愛とか、死とか、家族とか。全部に「禁断の」がつきそうで、男が男を好きになることで罪を背負わなくちゃいけないという、現在のBLの観念よりもっと道徳的な(または背徳的な)感覚で描かれています。
でも、今のパターン化された「お約束」みたいな要素が無いので、登場人物の行動がつかめないところ、cpがオシドリじゃなくパートナーに変化があるところなど、予想もつかない展開が面白かったです。
主人公の百瀬青は、「青薔薇」と呼ばれる高級男娼。
なので、お相手の攻は一人じゃないんですね。そして青を買う客は性格的にはいい人ばかりなので、次々相手が変わっても抵抗はなかったかな。まぁ、それぞれワケアリで抱えるものはあるわけで、二人目の三津井なんかはSMプレイ嗜好でどうよ?と思うのですが、それでも根はお人よしで優しかったりするので、どの人物も嫌うことができないのです。

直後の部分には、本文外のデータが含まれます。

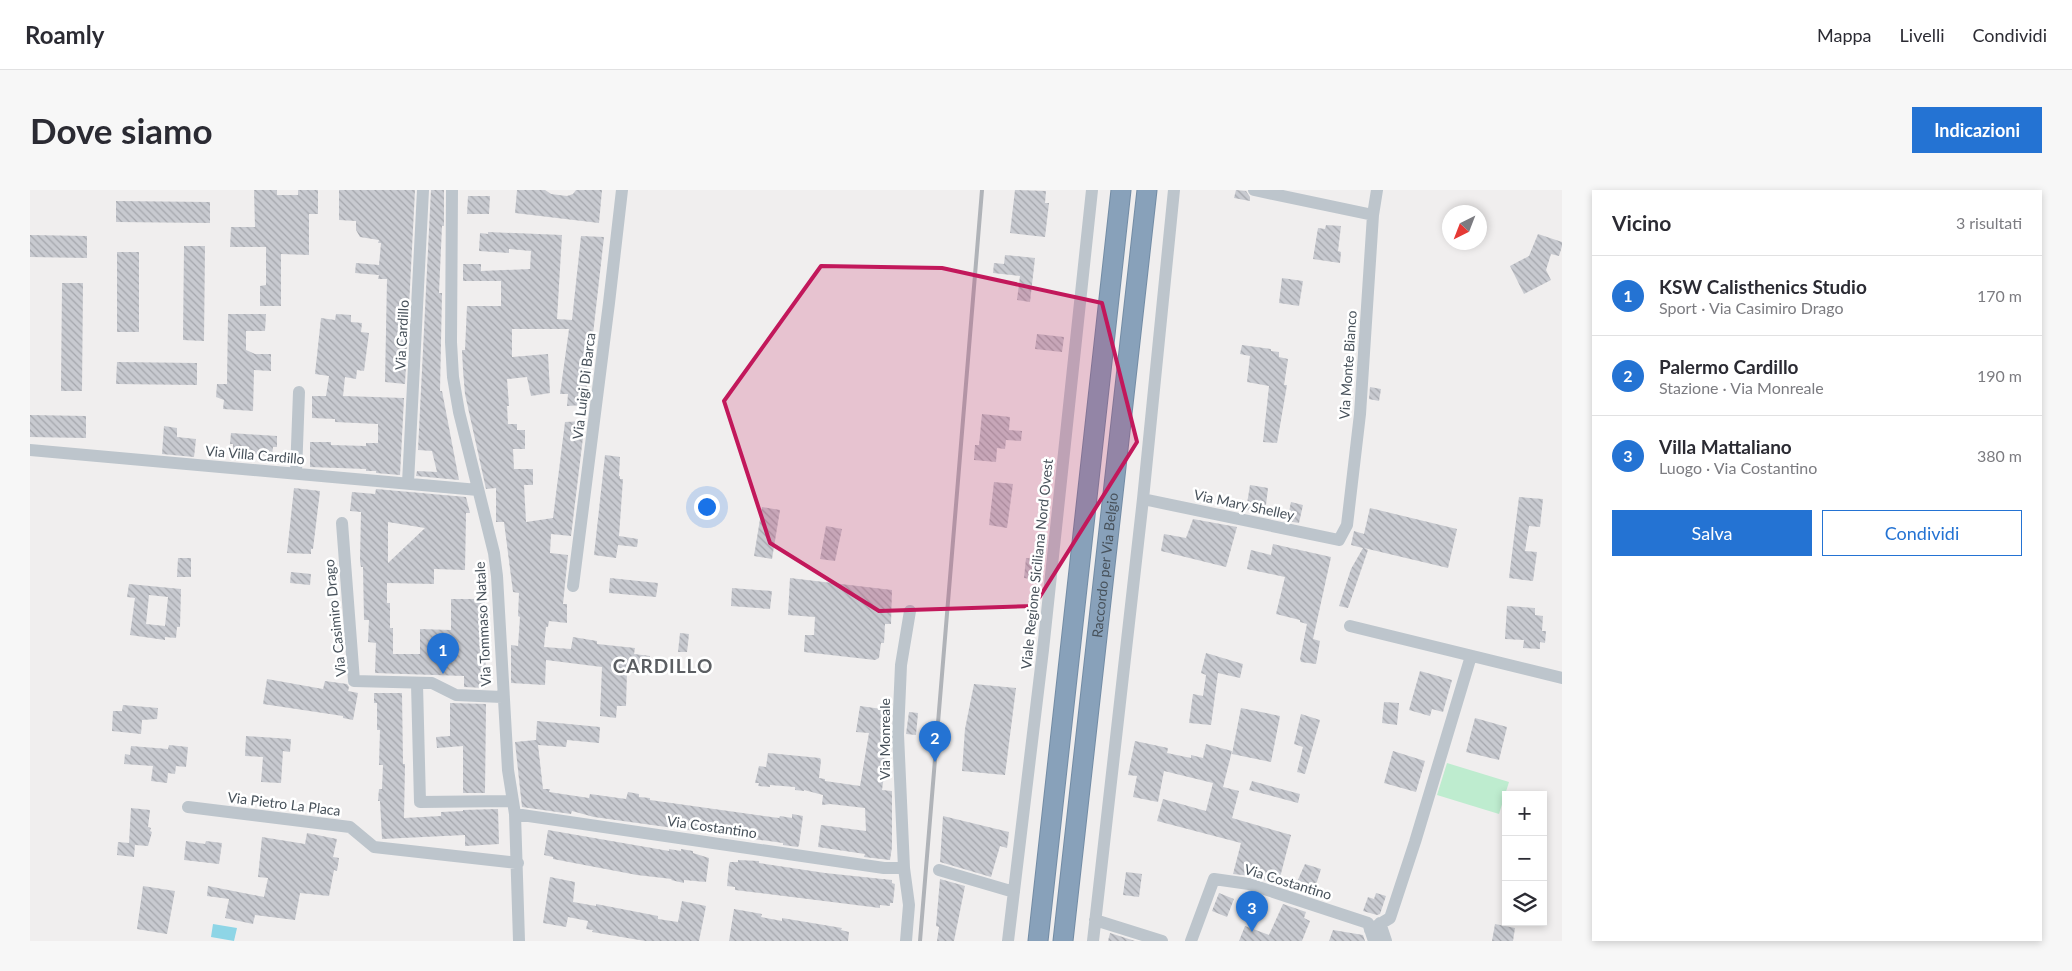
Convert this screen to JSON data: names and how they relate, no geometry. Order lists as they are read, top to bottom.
{
  "streets": {
    "highway": ["Raccordo per Via Belgio"],
    "street": [
      "Via Cardillo",
      "Via Monte Bianco",
      "Via Luigi Di Barca",
      "Via Villa Cardillo",
      "Via Mary Shelley",
      "Viale Regione Siciliana Nord Ovest",
      "Via Casimiro Drago",
      "Via Tommaso Natale",
      "Via Monreale",
      "Via Pietro La Placa",
      "Via Costantino"
    ]
  },
  "crossings": [
    ["Via Cardillo", "Via Villa Cardillo"],
    ["Via Monte Bianco", "Via Mary Shelley"],
    ["Via Villa Cardillo", "Via Tommaso Natale"],
    ["Via Casimiro Drago", "Via Tommaso Natale"],
    ["Via Tommaso Natale", "Via Pietro La Placa"],
    ["Via Tommaso Natale", "Via Costantino"],
    ["Via Monreale", "Via Costantino"]
  ],
  "districts": ["CARDILLO"],
  "north": "bottom left",
  "page": {
    "header": "Roamly",
    "nav": ["Mappa", "Livelli", "Condividi"],
    "buttons": [
      "Indicazioni",
      ["Salva", "Condividi"]
    ],
    "title": "Dove siamo",
    "heading": ["Vicino", "3 risultati"],
    "list": [
      {
        "mark": "1",
        "name": "KSW Calisthenics Studio",
        "note": "Sport · Via Casimiro Drago",
        "value": "170 m"
      },
      {
        "mark": "2",
        "name": "Palermo Cardillo",
        "note": "Stazione · Via Monreale",
        "value": "190 m"
      },
      {
        "mark": "3",
        "name": "Villa Mattaliano",
        "note": "Luogo · Via Costantino",
        "value": "380 m"
      }
    ],
    "pins": ["1", "2", "3"],
    "map_buttons": ["+", "−"]
  }
}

体の関係だけというわけではなく「愛を売る」と主張するだけあって、青と客の間にはそれだけでは割り切れない感情が存在しているんです。そこに男娼として生きる青の過去が秘められていて、もっと彼のことが知りたくなってたまらなくなるんですよね。
過去のあやまちにとらわれ続け、自身に罰を科すことによって罪をあがなうかのような青の行動が痛々しくて、辛くなります。逃避行以降はとことん重い展開。でも、そこから周囲の力を借りて再生していくところは胸が熱くなりました。再生、というよりは目が覚めたというかんじで。

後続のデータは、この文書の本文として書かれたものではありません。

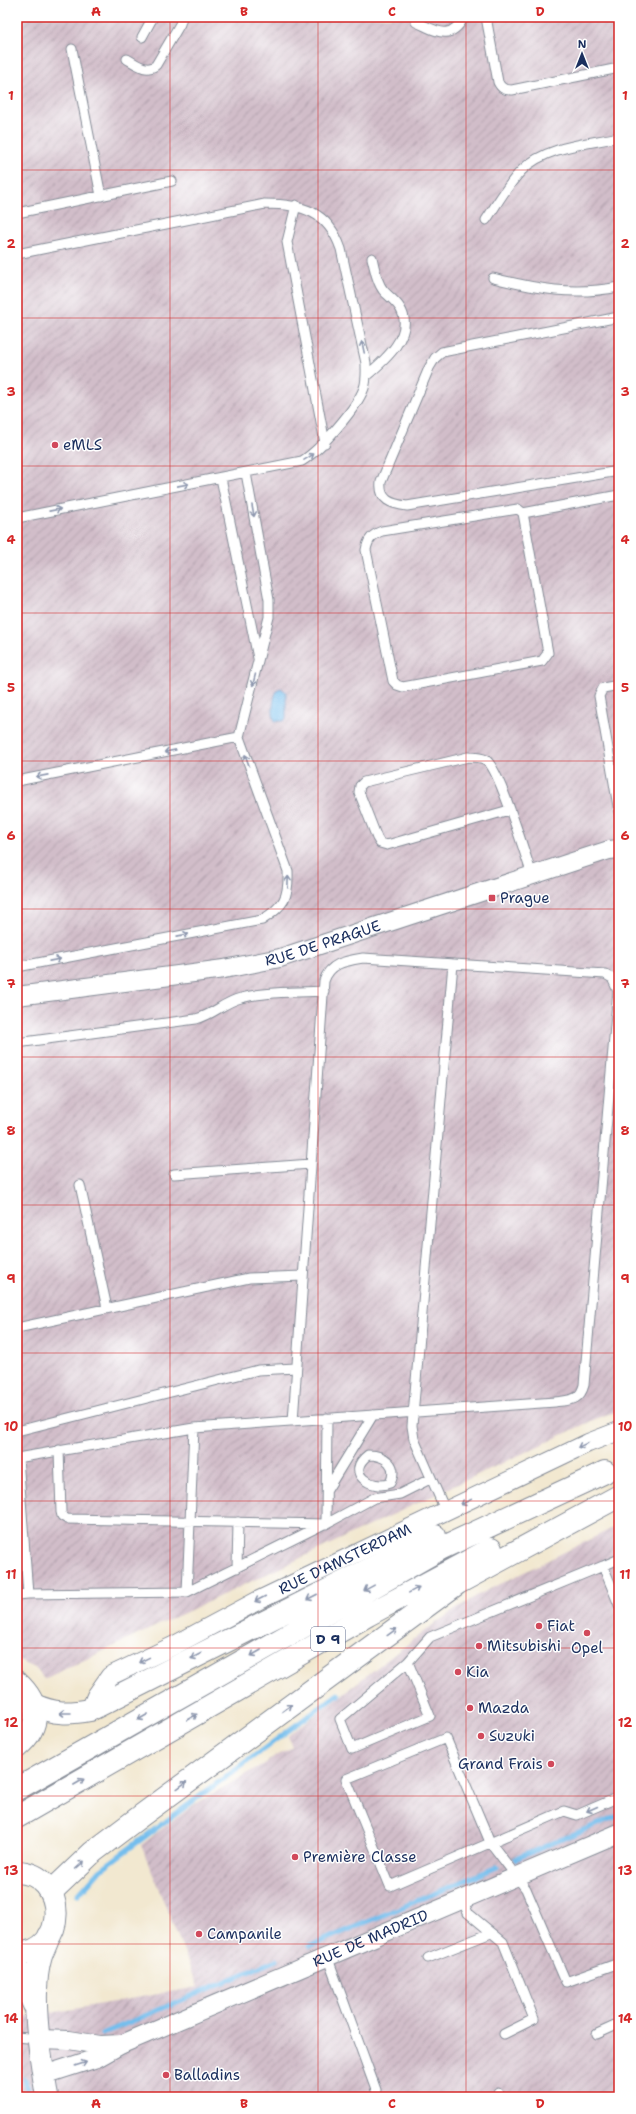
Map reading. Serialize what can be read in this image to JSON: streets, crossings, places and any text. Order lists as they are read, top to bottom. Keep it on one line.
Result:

孤独なんかじゃない、愛に包まれていると前向きになれるところがよかった。闇にとらわれ、大切なものが見えていなかった青がちゃんと与えられているものに気付くところに安堵できます。
しかしですね、やはりJUNE的な本編より、書き下ろしの「Weeds」に格段に冴えわたったものを感じました。これが今の榎田センセだな、と。
青の口数が増えてるのも年月の流れや彼の成長を感じさせましたが、それだけじゃない。作品的にも会話文のセンスの良さが飛躍的に洒脱になってて、全然違う。言い回し、リズム感が心地よくて、何度も読み返してしまいました。
真摯に「愛」を扱っているのがいいです。体当たり的なかんじ。
なので、その熱さに辛かったり、うれしかったり、感動したりであちこちで泣かされました。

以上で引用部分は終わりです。